Mayo Clin Proc. 2022 Dec;97(12):2271-2281. doi: 10.1016/j.mayocp.2022.05.021. Epub 2022 Oct 20.
To investigate the association between type 1 diabetes mellitus (T1D) and type 2 diabetes mellitus (T2D) with risk of sudden cardiac arrest (SCA).
In a prospective community-based study of SCA from February 1, 2002, through November 30, 2019, we ascertained 2771 cases age 18 years of age or older and matched them to 8313 controls based on geography, age, sex, and race/ethnicity. We used logistic regression to evaluate the independent association between diabetes, T1D, T2D, and SCA.

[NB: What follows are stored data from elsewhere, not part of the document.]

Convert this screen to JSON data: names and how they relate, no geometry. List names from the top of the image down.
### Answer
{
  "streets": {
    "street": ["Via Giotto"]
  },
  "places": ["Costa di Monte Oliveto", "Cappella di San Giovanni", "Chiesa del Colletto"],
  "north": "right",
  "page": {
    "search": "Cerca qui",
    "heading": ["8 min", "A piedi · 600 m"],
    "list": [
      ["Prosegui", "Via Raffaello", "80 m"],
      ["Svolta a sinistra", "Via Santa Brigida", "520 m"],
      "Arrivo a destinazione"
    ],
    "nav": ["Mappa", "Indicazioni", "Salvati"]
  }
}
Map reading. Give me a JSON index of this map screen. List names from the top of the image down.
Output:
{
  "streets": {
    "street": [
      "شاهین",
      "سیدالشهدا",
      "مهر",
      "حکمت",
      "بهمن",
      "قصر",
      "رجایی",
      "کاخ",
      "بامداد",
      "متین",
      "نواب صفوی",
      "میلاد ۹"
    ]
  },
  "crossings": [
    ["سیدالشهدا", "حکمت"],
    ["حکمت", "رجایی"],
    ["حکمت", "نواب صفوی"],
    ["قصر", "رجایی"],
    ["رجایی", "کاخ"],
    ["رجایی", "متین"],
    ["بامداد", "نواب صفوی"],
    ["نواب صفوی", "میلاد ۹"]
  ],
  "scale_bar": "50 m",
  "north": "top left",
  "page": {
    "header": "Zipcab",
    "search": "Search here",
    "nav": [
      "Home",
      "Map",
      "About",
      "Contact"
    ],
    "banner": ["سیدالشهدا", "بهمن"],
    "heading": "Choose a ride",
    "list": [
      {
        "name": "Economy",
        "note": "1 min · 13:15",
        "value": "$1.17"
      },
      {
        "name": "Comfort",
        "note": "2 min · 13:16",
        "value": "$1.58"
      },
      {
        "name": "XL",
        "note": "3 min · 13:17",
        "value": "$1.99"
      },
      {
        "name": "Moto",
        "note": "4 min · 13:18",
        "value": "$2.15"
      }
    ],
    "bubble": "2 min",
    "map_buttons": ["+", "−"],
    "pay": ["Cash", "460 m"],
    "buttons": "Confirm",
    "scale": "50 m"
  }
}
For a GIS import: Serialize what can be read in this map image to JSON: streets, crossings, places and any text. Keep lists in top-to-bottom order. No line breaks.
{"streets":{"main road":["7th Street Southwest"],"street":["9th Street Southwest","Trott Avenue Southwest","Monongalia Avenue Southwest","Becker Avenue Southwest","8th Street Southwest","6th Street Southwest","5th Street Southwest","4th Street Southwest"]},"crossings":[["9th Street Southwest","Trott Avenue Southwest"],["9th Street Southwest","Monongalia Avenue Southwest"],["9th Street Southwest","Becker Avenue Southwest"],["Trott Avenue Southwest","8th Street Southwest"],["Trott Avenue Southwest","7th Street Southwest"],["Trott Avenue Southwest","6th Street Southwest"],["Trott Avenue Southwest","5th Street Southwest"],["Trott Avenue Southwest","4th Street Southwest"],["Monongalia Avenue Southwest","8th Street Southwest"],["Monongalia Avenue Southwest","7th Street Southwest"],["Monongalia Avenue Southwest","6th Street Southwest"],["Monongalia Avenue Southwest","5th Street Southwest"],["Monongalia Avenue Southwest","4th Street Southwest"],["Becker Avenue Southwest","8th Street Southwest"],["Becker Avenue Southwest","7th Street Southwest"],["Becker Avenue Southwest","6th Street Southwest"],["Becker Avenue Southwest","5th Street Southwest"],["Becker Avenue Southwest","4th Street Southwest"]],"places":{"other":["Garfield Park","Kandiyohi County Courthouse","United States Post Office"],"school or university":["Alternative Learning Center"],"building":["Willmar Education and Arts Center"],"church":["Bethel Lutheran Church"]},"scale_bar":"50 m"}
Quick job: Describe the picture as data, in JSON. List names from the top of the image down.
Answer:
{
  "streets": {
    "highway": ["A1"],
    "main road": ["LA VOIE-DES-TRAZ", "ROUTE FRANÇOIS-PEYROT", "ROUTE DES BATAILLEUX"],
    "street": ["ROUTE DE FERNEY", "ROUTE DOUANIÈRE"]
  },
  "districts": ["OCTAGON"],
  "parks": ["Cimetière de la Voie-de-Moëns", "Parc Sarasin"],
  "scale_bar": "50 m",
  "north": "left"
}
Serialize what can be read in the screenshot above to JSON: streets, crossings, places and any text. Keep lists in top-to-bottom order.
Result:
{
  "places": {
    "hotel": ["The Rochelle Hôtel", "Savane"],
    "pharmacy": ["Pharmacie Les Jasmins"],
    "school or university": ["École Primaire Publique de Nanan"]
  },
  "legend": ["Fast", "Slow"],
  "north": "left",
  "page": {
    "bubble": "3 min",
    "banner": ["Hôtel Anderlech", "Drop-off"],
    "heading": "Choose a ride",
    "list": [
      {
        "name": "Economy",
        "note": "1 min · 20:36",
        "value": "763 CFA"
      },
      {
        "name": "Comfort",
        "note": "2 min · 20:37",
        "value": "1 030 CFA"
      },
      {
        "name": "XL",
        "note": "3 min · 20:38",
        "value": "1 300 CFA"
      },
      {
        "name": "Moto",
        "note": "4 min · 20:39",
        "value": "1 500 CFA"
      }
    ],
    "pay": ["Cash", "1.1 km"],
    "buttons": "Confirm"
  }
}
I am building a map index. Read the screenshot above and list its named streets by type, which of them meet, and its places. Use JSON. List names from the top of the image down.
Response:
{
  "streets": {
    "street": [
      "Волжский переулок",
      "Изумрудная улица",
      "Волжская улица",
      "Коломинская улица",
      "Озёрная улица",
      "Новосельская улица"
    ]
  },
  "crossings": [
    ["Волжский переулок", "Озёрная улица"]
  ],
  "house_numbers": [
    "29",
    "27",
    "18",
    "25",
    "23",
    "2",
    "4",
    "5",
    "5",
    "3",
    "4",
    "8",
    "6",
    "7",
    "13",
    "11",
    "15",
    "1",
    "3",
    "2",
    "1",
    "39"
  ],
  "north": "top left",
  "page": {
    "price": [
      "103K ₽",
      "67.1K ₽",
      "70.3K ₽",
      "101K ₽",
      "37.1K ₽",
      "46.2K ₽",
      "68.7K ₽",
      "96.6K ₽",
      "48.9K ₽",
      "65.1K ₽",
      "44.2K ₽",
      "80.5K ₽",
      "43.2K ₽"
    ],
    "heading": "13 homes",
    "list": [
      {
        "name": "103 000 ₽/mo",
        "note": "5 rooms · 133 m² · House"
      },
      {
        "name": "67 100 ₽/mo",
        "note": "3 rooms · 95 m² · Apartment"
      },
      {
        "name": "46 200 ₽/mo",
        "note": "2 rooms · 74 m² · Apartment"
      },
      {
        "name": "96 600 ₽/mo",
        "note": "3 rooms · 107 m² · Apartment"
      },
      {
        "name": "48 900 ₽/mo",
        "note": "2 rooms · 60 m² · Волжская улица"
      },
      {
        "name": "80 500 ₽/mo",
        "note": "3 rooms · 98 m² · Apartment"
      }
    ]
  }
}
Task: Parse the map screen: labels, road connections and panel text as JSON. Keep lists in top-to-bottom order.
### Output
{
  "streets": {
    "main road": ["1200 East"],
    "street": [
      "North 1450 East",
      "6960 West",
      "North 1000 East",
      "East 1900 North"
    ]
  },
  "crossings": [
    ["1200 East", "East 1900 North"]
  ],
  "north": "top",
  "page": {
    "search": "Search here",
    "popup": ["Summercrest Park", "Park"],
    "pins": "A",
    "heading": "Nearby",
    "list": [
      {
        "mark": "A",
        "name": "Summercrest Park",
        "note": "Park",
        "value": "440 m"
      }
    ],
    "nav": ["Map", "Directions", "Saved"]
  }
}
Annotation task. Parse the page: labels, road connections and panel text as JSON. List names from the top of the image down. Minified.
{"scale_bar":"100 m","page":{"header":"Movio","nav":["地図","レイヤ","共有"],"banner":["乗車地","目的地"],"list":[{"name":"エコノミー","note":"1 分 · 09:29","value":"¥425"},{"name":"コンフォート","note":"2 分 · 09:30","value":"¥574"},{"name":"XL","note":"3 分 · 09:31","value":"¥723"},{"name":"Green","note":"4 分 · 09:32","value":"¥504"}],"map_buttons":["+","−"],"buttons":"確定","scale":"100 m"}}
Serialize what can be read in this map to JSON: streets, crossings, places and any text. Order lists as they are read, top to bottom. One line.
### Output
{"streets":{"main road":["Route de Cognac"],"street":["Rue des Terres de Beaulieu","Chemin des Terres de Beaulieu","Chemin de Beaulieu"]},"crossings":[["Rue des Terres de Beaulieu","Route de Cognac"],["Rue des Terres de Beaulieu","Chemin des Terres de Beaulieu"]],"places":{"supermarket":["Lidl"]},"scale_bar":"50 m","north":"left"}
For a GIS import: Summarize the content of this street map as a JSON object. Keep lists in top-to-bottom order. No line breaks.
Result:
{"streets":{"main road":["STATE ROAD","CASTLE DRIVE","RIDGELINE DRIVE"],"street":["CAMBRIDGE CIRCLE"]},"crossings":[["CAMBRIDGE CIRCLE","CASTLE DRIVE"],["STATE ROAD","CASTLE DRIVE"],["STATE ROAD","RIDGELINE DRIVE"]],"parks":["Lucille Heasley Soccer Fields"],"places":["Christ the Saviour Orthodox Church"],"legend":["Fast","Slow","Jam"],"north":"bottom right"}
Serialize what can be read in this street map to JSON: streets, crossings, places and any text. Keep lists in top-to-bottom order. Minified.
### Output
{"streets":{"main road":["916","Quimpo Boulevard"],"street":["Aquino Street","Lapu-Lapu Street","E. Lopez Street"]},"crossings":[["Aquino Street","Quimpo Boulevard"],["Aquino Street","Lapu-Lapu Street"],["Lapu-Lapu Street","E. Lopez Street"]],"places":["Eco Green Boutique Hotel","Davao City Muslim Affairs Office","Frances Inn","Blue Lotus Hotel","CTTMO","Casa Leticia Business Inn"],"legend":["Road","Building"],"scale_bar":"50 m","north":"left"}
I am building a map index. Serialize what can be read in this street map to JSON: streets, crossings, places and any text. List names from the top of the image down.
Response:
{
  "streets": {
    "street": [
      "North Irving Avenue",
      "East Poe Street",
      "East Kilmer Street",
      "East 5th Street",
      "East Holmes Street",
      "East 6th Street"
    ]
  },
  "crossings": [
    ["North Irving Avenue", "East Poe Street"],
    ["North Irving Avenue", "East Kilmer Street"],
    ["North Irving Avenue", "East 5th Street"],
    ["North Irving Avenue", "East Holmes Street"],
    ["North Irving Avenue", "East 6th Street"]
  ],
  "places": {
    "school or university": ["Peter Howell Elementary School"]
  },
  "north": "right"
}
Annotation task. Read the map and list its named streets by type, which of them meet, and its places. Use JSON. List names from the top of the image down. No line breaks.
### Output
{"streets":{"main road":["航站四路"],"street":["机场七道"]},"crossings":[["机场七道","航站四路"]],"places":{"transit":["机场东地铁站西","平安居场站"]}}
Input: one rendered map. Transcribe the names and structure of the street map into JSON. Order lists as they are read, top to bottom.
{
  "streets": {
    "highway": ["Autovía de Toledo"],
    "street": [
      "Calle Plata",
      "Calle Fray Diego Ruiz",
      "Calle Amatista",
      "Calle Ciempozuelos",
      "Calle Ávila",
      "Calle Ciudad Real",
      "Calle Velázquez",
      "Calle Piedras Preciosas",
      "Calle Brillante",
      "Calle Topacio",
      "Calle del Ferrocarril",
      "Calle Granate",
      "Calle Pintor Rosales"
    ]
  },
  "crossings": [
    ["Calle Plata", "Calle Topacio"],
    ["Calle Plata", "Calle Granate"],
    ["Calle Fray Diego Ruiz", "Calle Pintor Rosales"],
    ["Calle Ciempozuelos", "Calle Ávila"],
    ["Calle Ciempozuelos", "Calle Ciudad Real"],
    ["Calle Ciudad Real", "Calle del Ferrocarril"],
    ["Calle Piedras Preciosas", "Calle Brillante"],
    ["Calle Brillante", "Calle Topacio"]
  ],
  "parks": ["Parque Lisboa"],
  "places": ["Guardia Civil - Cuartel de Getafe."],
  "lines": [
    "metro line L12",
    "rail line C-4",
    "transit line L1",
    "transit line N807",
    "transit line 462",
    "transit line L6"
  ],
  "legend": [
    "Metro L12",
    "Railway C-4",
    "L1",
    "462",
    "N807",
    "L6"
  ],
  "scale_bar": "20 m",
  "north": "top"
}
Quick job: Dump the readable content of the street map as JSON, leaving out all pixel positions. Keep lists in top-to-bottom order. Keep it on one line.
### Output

Patients had a mean age of 64.5±15.9 years, were 33.3% female and 23.9% non-White race. Overall, 36.7% (n=1016) of cases and 23.8% (n=1981) of controls had diabetes. Among individuals with diabetes, the proportion of T1D was 6.5% (n=66) among cases and 2.0% among controls (n=40). Diabetes was associated with 1.5-times higher odds of SCA. Compared with those without diabetes, the odds ratio and 95% CI for SCA was 4.36 (95% CI, 2.81 to 6.75; P<.001) in T1D and 1.45 (95% CI, 1.30 to 1.63; P<.001) in T2D after multivariable adjustment. Among those with diabetes, the odds of having SCA were 2.41 times higher in T1D than in T2D (95% CI, 1.53 to 3.80; P<.001). Cases of SCA with T1D were more likely to have an unwitnessed arrest, less likely to receive resuscitation, and less likely to survive compared with those with T2D.
Type 1 diabetes was more strongly associated with SCA compared with T2D and had less favorable outcomes following resuscitation. Diabetes type could influence the approach to risk stratification and prevention of SCA.
研究 1 型糖尿病(T1D)和 2 型糖尿病(T2D)与心搏骤停(SCA)风险的关系。
在一项 2002 年 2 月 1 日至 2019 年 11 月 30 日进行的、基于社区的前瞻性 SCA 研究中,我们确定了 2771 例年龄在 18 岁及以上的病例,并根据地理位置、年龄、性别和种族/民族与 8313 例对照进行匹配。我们使用逻辑回归评估糖尿病、T1D、T2D 与 SCA 之间的独立关联。
患者的平均年龄为 64.5±15.9 岁,女性占 33.3%,非白人占 23.9%。总体而言,36.7%(n=1016)的病例和 23.8%(n=1981)的对照患有糖尿病。在患有糖尿病的个体中,T1D 病例占 6.5%(n=66),对照组占 2.0%(n=40)。糖尿病与 SCA 的几率增加 1.5 倍有关。与无糖尿病者相比,T1D 患者 SCA 的比值比和 95%CI 为 4.36(95%CI,2.81 至 6.75;P<.001),T2D 为 1.45(95%CI,1.30 至 1.63;P<.001),经多变量调整后。在患有糖尿病的个体中,T1D 发生 SCA 的几率比 T2D 高 2.41 倍(95%CI,1.53 至 3.80;P<.001)。与 T2D 相比,T1D 患者的 SCA 更可能是无人见证的骤停,更不可能接受复苏,复苏后存活的可能性也更低。
与 T2D 相比,T1D 与 SCA 的相关性更强,复苏后结局更差。糖尿病类型可能会影响 SCA 的风险分层和预防方法。